Lawmakers backed away Wednesday from a proposal to rename a scenic highway after President Donald Trump. Several Republicans supported naming the southern Utah road that connects several well-known national parks after Trump to recognize his move to shrink two national monuments that were fiercely opposed by state leaders. Democrats pushing back against the idea suggested naming a ramp for porn actress Stormy Daniels, who alleges she had a sexual encounter with Trump in 2006.

Senators on Thursday night gave final approval to a proposal giving teenagers who leave polygamous communities more legal protection from parents who could expose them to sexual abuse or forced marriage.

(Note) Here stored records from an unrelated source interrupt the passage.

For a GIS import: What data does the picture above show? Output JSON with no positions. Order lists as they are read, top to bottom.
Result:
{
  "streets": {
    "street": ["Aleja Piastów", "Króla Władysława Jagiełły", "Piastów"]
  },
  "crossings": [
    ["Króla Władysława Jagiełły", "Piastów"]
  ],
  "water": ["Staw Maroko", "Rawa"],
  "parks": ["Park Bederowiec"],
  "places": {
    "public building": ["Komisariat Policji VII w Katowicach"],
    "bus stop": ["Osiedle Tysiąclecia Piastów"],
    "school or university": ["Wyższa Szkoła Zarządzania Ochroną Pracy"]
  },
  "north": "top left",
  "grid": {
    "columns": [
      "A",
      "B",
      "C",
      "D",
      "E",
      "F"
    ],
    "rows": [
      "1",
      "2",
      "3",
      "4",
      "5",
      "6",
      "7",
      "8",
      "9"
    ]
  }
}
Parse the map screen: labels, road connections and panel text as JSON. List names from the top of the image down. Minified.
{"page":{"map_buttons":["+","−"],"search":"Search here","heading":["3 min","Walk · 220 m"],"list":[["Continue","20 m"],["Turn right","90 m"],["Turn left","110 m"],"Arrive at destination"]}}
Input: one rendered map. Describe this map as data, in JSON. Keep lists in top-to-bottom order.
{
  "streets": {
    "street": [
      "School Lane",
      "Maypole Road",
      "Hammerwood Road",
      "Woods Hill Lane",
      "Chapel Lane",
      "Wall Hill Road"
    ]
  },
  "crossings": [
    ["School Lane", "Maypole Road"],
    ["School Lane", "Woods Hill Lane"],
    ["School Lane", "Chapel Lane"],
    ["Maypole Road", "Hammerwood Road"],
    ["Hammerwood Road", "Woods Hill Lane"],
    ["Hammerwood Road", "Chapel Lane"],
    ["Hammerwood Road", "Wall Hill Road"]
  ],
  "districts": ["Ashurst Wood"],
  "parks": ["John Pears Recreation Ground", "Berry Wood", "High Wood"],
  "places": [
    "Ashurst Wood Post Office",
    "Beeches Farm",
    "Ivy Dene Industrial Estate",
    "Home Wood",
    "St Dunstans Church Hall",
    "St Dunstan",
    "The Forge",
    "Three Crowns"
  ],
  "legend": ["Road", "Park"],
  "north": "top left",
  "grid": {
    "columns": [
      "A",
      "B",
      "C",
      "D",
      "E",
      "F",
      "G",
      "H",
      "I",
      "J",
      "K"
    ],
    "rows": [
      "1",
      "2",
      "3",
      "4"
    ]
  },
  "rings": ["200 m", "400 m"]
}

Supporters said the measure would help in cases where runaway-notification laws have allowed adults to take teenagers back home even if they didn't want to go, though polygamists said they were concerned it could focus on a single religious group and have unintended consequences.

Utah restaurant owners will likely be able to take down state-mandated signs near their doors clarifying their establishments are not bars. Lawmakers said the signs that were part of a massive liquor-reform bill last year didn't seem to make a difference. Restaurants are elated about the change, which was passed Thursday. Bars will still have to post signs saying people under 21 are not allowed in, but they will no longer need to declare they're not restaurants.

Utah lawmakers have approved a proposal to fix gaps in a domestic violence law that was exposed after a man killed his ex-girlfriend and her son by opening fire on a car full of children after school.

Despite a previous stalking report, the woman could not have gotten a protective order because the couple had not been married or lived together. The measure allows victims in dating relationships to get the orders.

Utah lawmakers passed a bill that would allow them to call themselves into a special session, instead of relying on the governor, but voters still need to approve the idea. Rep. Brad Wilson's proposal would allow lawmakers to meet in a session if two-thirds of the House and Senate feel it's necessary because of "persistent fiscal crisis, war, natural disaster or emergency." Lawmakers spoke about amending their power after the governor refused to call a special session last year to allow them to pass new rules for a for a special election to replace Republican Jason Chaffetz in Congress.